Uma
causa para os rebeldes
Pedro J. Bondaczuk
A prolongada crise econômica que o País atravessa,
aumentando o grau de miserabilidade da população e acentuando os desníveis de
renda – que já não eram baixos – as sucessivas denúncias de corrupção em todos
os níveis da vida pública sem que haja a competente punição dos denunciados e
as múltiplas frustrações diante das promessas dos políticos feitas em palanques
e posteriormente não cumpridas estão produzindo efeitos extremamente danosos
nos brasileiros.
Há, por aí, e isso é facilmente
detectável, um clima generalizado de pessimismo, de desencanto e até mesmo de
desalento, especialmente entre os mais jovens. Percebe-se um perigoso
conformismo com a situação que aí está e uma ausência daqueles ideais que moveram
toda uma geração nos anos 60.
De repente, o patriotismo,
galardão ostentado com orgulho por uma juventude rebelde, embora tal rebeldia
não tivesse uma causa definida, ou pelo menos bem-delineada, passou a ser
sinônimo de “caretice”, ou seja, questão de galhofa e ridículo.

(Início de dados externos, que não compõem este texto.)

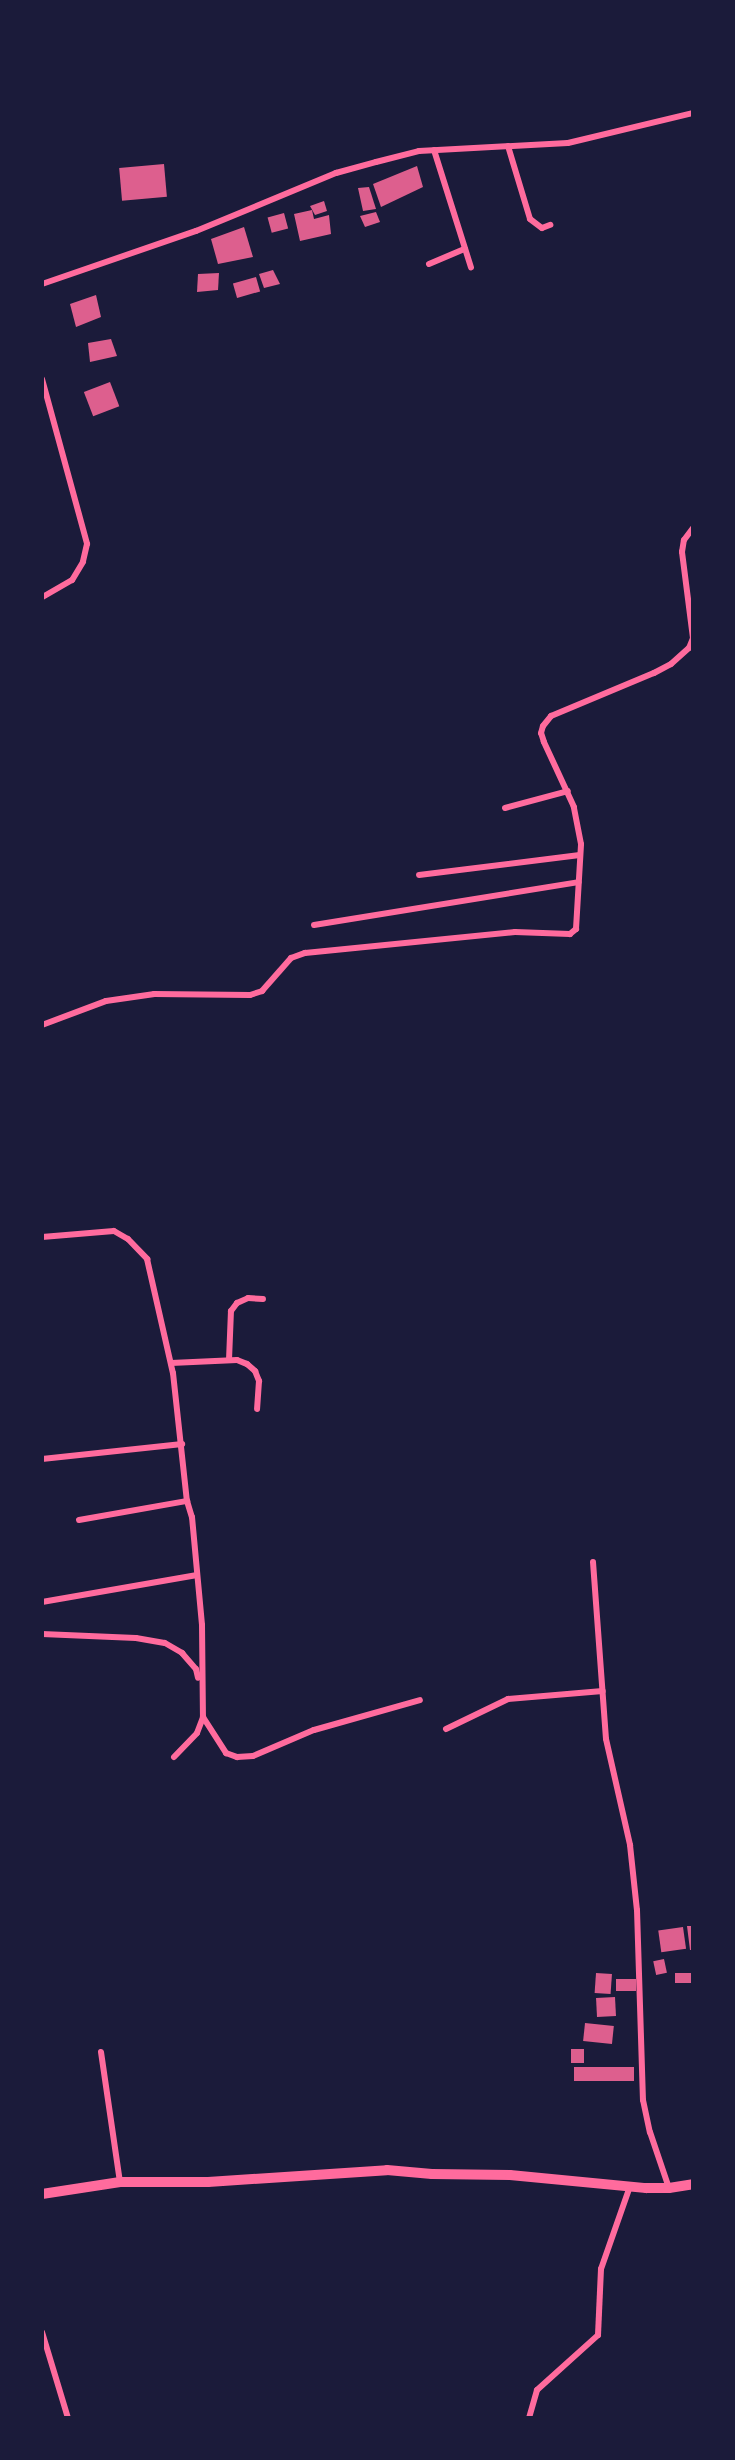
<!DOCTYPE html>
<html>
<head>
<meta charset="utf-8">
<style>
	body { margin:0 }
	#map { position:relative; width:735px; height:2460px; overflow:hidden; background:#1b1b3a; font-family:"Roboto Condensed",sans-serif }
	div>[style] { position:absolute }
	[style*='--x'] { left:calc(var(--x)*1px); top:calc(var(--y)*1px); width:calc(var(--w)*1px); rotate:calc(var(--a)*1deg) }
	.building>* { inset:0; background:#dd5f8e; transform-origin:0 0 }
	.minor>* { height:6px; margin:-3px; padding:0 3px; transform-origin:3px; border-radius:3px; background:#ff6b9d }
	.tertiary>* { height:10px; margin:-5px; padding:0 5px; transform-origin:5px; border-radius:5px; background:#ff6b9d }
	span { translate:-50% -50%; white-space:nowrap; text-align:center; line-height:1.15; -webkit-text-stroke:6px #1b1b3a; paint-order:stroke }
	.frame { position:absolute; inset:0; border:44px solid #1b1b3a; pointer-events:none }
</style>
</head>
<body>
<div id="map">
	<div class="building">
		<i style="left:164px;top:164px;width:33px;height:45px;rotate:85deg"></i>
		<i style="clip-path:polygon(417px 166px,423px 187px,381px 207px,373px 184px)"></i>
		<i style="clip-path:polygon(369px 187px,376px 209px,363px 211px,358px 188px)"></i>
		<i style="clip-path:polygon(324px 201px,327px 211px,315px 215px,310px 206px)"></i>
		<i style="clip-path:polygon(312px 210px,314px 219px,329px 215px,331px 234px,300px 241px,294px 214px)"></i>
		<i style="clip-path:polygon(376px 212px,380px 222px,365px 227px,360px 216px)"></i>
		<i style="left:284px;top:213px;width:16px;height:17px;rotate:75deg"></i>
		<i style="clip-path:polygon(244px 227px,253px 257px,218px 264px,211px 239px)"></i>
		<i style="clip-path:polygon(273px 270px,280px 284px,264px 288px,259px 274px)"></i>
		<i style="clip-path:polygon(219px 273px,218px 290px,197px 292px,198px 274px)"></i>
		<i style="left:256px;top:277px;width:15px;height:24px;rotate:74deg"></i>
		<i style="clip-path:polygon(96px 295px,101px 317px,76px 327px,70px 304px)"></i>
		<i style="clip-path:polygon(111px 339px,117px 356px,90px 362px,88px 343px)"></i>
		<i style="left:110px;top:382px;width:26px;height:28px;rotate:69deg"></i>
		<i style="clip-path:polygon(687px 1926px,693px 1926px,693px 1950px,690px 1950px)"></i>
		<i style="left:683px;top:1927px;width:22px;height:25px;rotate:82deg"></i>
		<i style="left:664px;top:1959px;width:14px;height:11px;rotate:78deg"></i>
		<i style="left:596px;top:1973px;width:16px;height:20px;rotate:4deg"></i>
		<i style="left:693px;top:1973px;width:10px;height:18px;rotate:90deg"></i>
		<i style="left:616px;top:1979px;width:20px;height:12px"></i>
		<i style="left:615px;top:1997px;width:19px;height:19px;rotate:87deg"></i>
		<i style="left:585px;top:2023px;width:29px;height:18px;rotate:6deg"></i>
		<i style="left:571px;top:2049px;width:13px;height:14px"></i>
		<i style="left:634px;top:2067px;width:14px;height:60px;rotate:90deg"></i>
	</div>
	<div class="minor">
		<i style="--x:508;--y:146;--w:76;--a:73.2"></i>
		<i style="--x:530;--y:219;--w:15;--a:37"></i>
		<i style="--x:542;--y:228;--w:9;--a:-21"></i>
		<i style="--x:434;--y:150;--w:123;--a:72.5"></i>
		<i style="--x:429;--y:264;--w:39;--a:-23"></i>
		<i style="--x:42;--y:284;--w:163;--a:-19"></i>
		<i style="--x:196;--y:231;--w:152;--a:-22.5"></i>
		<i style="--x:336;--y:173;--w:41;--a:-15.4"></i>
		<i style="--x:376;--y:162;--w:44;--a:-14.3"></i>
		<i style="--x:419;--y:151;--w:149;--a:-3.1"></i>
		<i style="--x:568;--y:143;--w:129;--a:-13.5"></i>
		<i style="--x:42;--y:379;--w:171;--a:74.7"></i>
		<i style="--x:87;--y:544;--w:18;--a:103"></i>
		<i style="--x:83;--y:562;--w:21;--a:121"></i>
		<i style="--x:72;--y:580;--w:34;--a:150"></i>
		<i style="--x:505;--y:808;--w:65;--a:-15.1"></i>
		<i style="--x:419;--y:875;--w:162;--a:-7.1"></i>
		<i style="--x:314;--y:925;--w:268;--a:-9.2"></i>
		<i style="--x:42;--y:1025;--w:68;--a:-20.6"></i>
		<i style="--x:106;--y:1001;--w:49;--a:-8.3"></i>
		<i style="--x:154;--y:994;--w:96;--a:0.6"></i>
		<i style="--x:250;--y:995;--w:13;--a:-18"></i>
		<i style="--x:262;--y:991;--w:44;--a:-48.7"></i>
		<i style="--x:291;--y:958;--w:15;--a:-20"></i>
		<i style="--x:305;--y:953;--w:211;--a:-5.7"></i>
		<i style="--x:515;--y:932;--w:55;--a:2.1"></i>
		<i style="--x:570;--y:934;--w:8;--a:-40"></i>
		<i style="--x:576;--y:929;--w:85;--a:-86.6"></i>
		<i style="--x:581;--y:844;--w:38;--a:-101"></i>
		<i style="--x:574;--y:807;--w:72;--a:-114.8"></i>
		<i style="--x:544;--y:742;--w:9;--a:-108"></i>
		<i style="--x:541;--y:733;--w:7;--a:-74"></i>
		<i style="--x:543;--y:726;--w:13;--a:-51"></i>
		<i style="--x:551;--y:716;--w:112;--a:-22.7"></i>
		<i style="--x:654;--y:673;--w:19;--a:-28"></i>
		<i style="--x:671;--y:664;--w:24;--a:-42"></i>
		<i style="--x:689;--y:648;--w:11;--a:-68"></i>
		<i style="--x:693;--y:638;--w:87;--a:-97.3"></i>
		<i style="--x:682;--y:552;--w:12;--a:-81"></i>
		<i style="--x:684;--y:540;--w:15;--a:-53"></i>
		<i style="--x:42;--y:1237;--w:72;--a:-4.8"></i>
		<i style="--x:114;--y:1231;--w:16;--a:30"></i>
		<i style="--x:128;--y:1239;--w:28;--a:46"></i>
		<i style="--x:147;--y:1259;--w:117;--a:77.2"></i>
		<i style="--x:173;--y:1373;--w:129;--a:83.8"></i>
		<i style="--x:187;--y:1501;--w:17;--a:73"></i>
		<i style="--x:192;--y:1517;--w:108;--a:84.7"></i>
		<i style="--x:202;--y:1625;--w:92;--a:89.4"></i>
		<i style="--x:203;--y:1717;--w:43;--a:57.4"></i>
		<i style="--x:226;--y:1753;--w:12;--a:20"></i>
		<i style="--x:237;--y:1757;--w:16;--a:-4"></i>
		<i style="--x:253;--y:1756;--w:66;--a:-23.1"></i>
		<i style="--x:314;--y:1730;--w:110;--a:-15.8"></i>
		<i style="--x:229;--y:1360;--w:49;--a:-87.7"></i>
		<i style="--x:231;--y:1311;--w:10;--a:-53"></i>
		<i style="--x:237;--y:1303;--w:12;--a:-24"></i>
		<i style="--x:248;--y:1298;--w:15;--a:4"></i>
		<i style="--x:171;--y:1363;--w:66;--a:-2.6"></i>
		<i style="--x:237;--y:1360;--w:11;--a:22"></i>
		<i style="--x:247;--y:1364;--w:11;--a:41"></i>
		<i style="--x:255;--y:1371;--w:11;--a:68"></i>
		<i style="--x:259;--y:1381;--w:28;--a:94"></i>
		<i style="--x:42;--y:1459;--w:141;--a:-6.1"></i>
		<i style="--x:79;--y:1520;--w:110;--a:-10"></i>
		<i style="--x:593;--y:1562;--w:177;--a:85.8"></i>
		<i style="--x:606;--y:1739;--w:109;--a:77.2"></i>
		<i style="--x:630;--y:1845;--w:65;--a:83.9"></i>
		<i style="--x:637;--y:1910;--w:190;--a:88.2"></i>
		<i style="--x:643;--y:2100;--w:33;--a:78"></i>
		<i style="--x:650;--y:2132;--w:59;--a:71.3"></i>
		<i style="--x:42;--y:1602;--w:156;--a:-9.9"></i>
		<i style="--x:42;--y:1634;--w:94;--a:2.4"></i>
		<i style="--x:136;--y:1638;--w:29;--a:10"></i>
		<i style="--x:165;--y:1643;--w:20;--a:30"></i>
		<i style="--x:182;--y:1653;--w:21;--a:49"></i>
		<i style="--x:196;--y:1669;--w:9;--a:77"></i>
		<i style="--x:446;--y:1729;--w:69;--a:-25.8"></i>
		<i style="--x:508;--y:1699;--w:95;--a:-4.8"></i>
		<i style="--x:174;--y:1757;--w:33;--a:-46"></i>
		<i style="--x:197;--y:1733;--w:17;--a:-69"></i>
		<i style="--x:101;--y:2052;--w:131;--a:81.7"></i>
		<i style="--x:42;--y:2332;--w:90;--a:73.2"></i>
		<i style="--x:529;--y:2418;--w:29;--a:-74"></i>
		<i style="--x:537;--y:2390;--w:82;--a:-42"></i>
		<i style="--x:598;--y:2335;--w:66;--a:-87.4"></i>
		<i style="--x:601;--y:2269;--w:88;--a:-70.7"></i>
	</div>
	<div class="tertiary">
		<i style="--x:42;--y:2194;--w:79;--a:-8.7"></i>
		<i style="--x:120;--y:2182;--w:88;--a:0"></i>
		<i style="--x:208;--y:2182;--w:179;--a:-3.8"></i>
		<i style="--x:387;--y:2170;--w:45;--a:5.1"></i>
		<i style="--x:432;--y:2174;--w:78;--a:0.7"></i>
		<i style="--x:510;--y:2175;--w:137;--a:5.5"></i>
		<i style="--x:646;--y:2188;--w:23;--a:0"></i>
		<i style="--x:669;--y:2188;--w:24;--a:-9"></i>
	</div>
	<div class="frame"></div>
</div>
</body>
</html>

Um individualismo feroz e sem
sentido para um país jovem substituiu as grandes ações coletivas, as
manifestações de protesto, os movimentos subterrâneos, a luta popular por uma
sociedade mais justa, próspera e humana.
Multidões já não erguem as
grandes bandeiras que empolgaram toda uma geração, como a do fim da ditadura, a
da abolição dos atos institucionais, a da volta dos exilados, a da anistia, a
das Diretas-já e outras tantas que caracterizaram a luta dos cidadãos pelo seu
direito de cidadania.
O cientista político Emir Sader
observou, num artigo publicado em junho de 1992 no caderno “Idéias” do “Jornal
do Brasil”: “Muitos dos próprios protagonistas dos anos 60 olham com saudade
para os tempos passados, mas renegam ideais pelos quais lutaram, em nome da
idade da razão, da maturidade, do bom-senso e até do mercado. Se permanece o
interesse pelas trajetórias individuais de quem teve a sorte de fazer 20 anos
na década de 60, não há o paralelo correspondente da preocupação com os valores
que animaram grande parte daquela geração”.
Onde foram parar os grandes
sonhos de toda uma vida? Onde estão os valores éticos defendidos com destemor?
Foram substituídos pelo comodismo? Foram trocados por posições? Foram
abastardados? O pior de tudo é que aqueles idealistas da década de 60 renegaram
por completo seus ideais a ponto de sequer passá-los a seus filhos. Daí o
cínico desalento de hoje, o individualismo inconseqüente, a busca por meras
miragens, estas sim “caretices”.
Rebeldes existem também nos dias
atuais e até em maior número do que há 30 anos. Mas sua rebeldia se trata
apenas de mera auto-afirmação, de uma batalha sem causa, destrutiva, ou, no
mínimo, meramente catatônica.
Caracteriza-se pelo ceticismo,
pelo imobilismo, pela amargura, pelo isolamento. Bandeiras, todavia, não faltam
para serem erguidas. Pelo contrário, existem em maior quantidade do que nos
anos 60. A
maior delas é a construção de um Brasil diferente, onde as crianças sejam
encaradas como o grande patrimônio nacional e não meros estorvos, abandonadas
pelas ruas, alvos de impiedosas caçadas. Eis, portanto, uma grande causa para
os que se rebelam contra o que aí está.
(Artigo publicado na página 2,
Opinião, do Correio Popular, em 23 de julho de 1992).